62. In the case of Spectrum v Pyrah [2012] EWPCC 46 Ocular Science was relied upon in support of a successful strike out application and the first defendant urges me to follow suit.
63. The claimant seeks to distinguish Ocular Sciences and Spectrum making the following points:
(i) In Celgard v Shenzhen Senior Technology Material Co Ltd [2020] EWCA Civ 1293, [2021] FSR 1, [47] Arnold LJ pointed out:
“What amounts to sufficient particularisation must depend on the circumstances of the individual case …”

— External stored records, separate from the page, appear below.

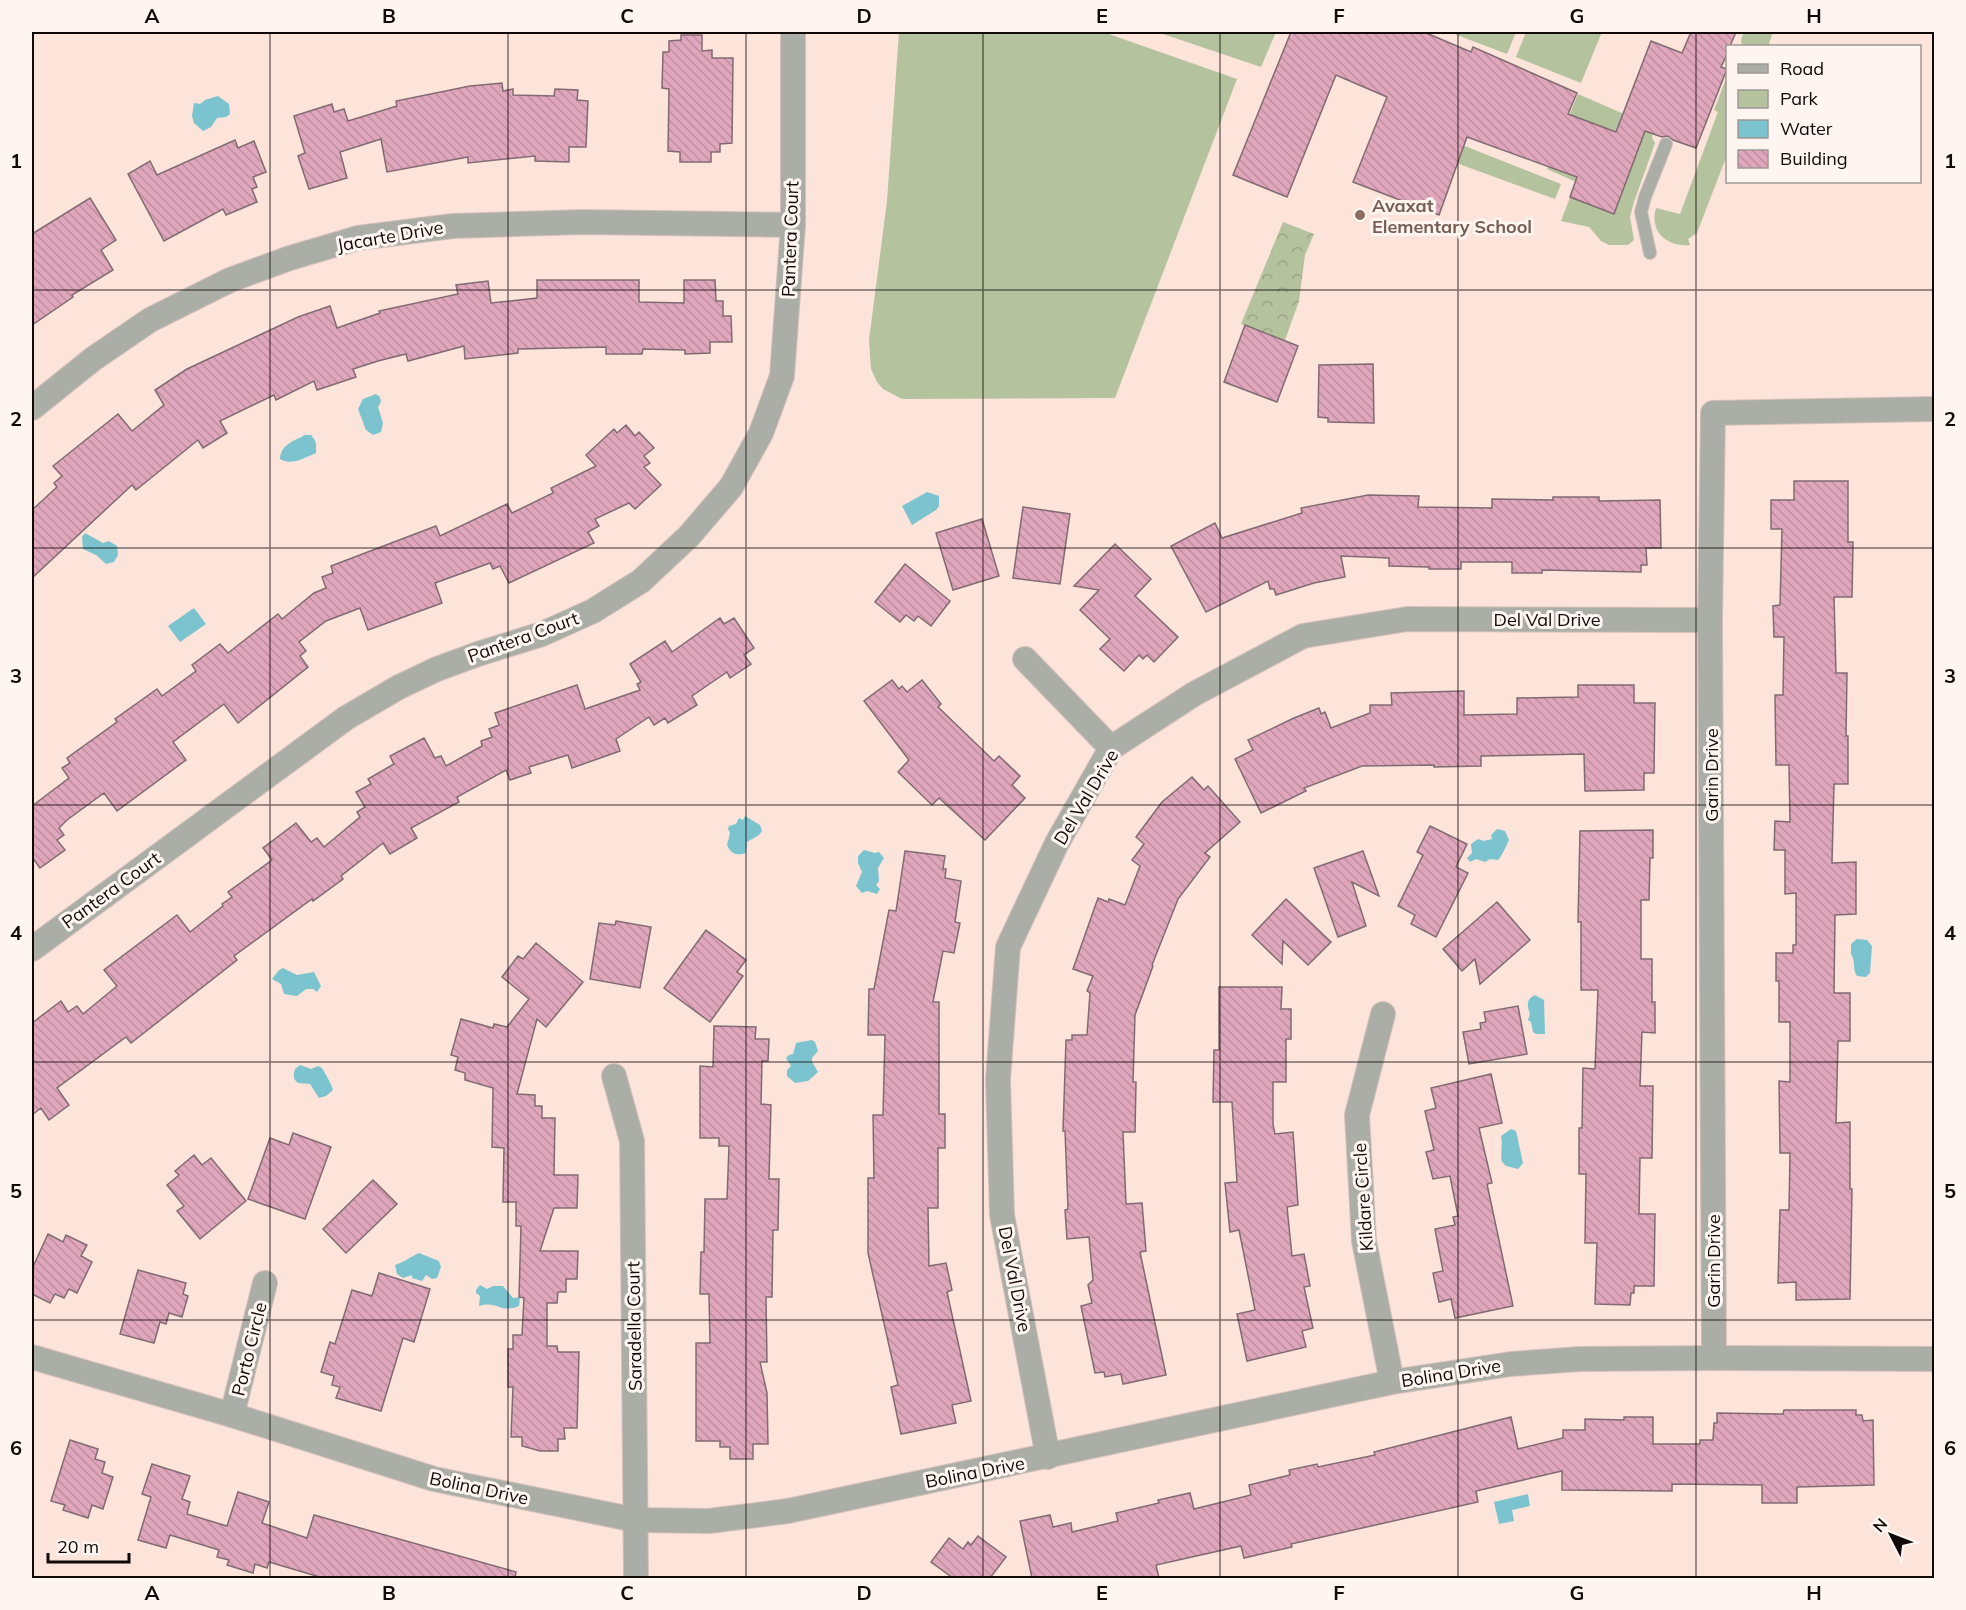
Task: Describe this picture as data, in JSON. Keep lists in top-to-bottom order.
{
  "streets": {
    "street": [
      "Jacarte Drive",
      "Pantera Court",
      "Del Val Drive",
      "Garin Drive",
      "Kildare Circle",
      "Saradella Court",
      "Porto Circle",
      "Bolina Drive"
    ]
  },
  "crossings": [
    ["Jacarte Drive", "Pantera Court"],
    ["Del Val Drive", "Garin Drive"],
    ["Del Val Drive", "Bolina Drive"],
    ["Garin Drive", "Bolina Drive"],
    ["Kildare Circle", "Bolina Drive"],
    ["Saradella Court", "Bolina Drive"],
    ["Porto Circle", "Bolina Drive"]
  ],
  "places": ["Avaxat Elementary School"],
  "legend": [
    "Road",
    "Park",
    "Water",
    "Building"
  ],
  "scale_bar": "20 m",
  "north": "top left",
  "grid": {
    "columns": [
      "A",
      "B",
      "C",
      "D",
      "E",
      "F",
      "G",
      "H"
    ],
    "rows": [
      "1",
      "2",
      "3",
      "4",
      "5",
      "6"
    ]
  }
}
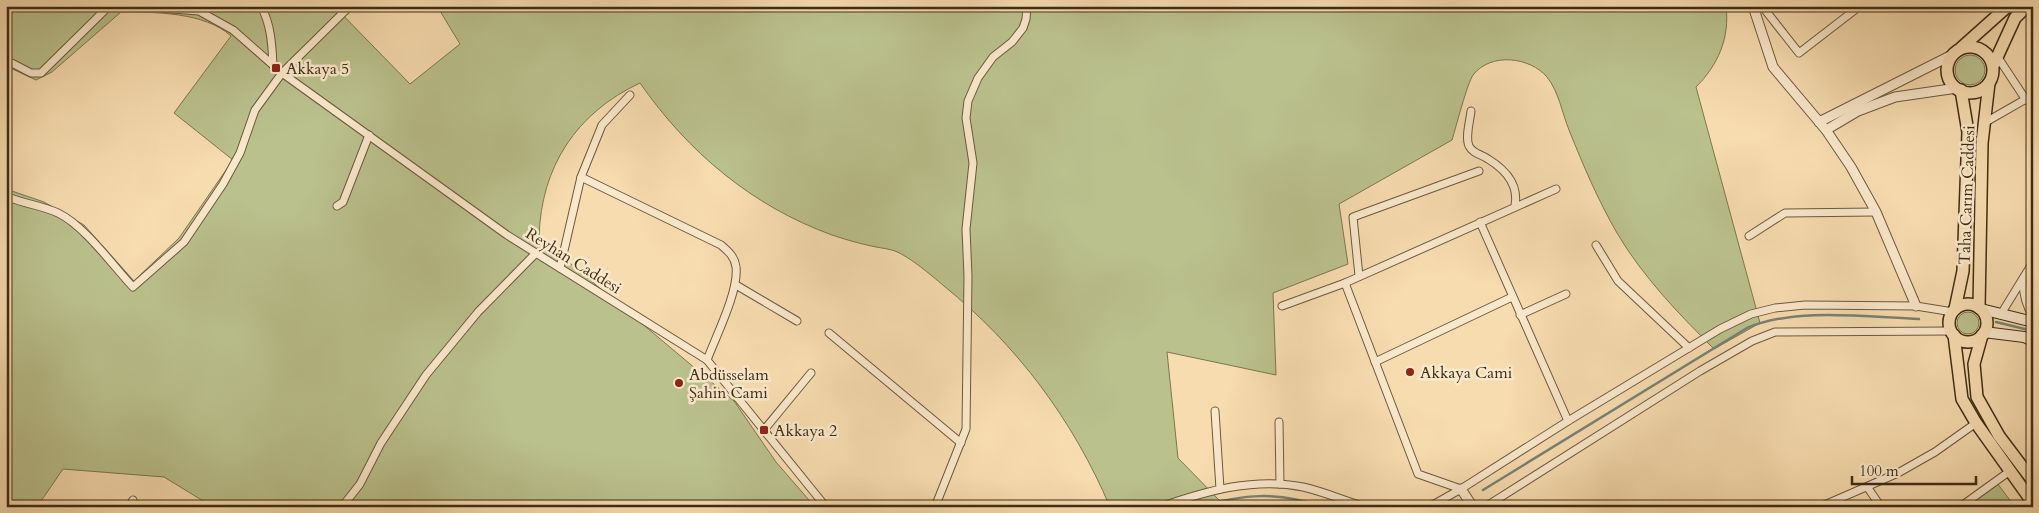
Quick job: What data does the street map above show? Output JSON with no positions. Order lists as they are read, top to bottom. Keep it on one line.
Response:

In that case all but one trade secret was described as to its nature rather than particularised and the Court of Appeal held that the pleading raised a serious issue to be tried;
(ii) Collections of information (where clearly defined) are an example of where it may not be necessary to identify with specificity every item of information alleged to be confidential (see Toulson & Phipps on Confidentiality at §4-012(b));
(iii) The concern articulated in Ocular Sciences does not arise in this case as Laddie J was concerned with the use of breach of confidence actions to oppress and harass competitors and ex-employees, particularly where accompanied by claims for an interim injunction whose scope would need to be sufficiently certain to enforce since here no interim injunction is sought and the defendants are not competitors and Amistad no longer exists;
(iv) there is no suggestion by the first defendant that the information was public knowledge in any relevant sense (the collation being important) and it is described by the first defendant in his witness statement as a “core asset”;
(v) the claimant relies on Sir Anthony Mann in Mulsanne Insurance Company Limited v Marshmallow Financial Services Limited [2022] EWHC 276 (Ch), where he said at paragraph 70(i) that:
“… it is equally important to specify, so far as possible, the misuse alleged. I say “so far as possible” because it is of the nature of a confidential information misuse claim that the claimant will very often not know details of how information has been used until disclosure, and sometimes not until cross-examination, because the use may have been hidden from view and all the claimant has to go on, for a time, is some evidence from which inferences are drawn but which does not show the full picture.”
(vi) the APoC is only the second attempt to plead the claim, not the fifth as in Spectrum.
Confidential Information
The Pleading
64. The paragraphs that are relevant to the breach of confidence claim are 11, 13, 14A, and 26 to 29.
65. Identification of the relevant confidential information is contained in paragraphs 11 and 13. Paragraph 11 includes a definition of “the Syncomate Data”. It is said to be contained in the Syncomate Database and include “at least data in the categories particularised in Schedule A” to the APoC. Paragraph 13 alleges that “the Syncomate Data … constituted confidential information”.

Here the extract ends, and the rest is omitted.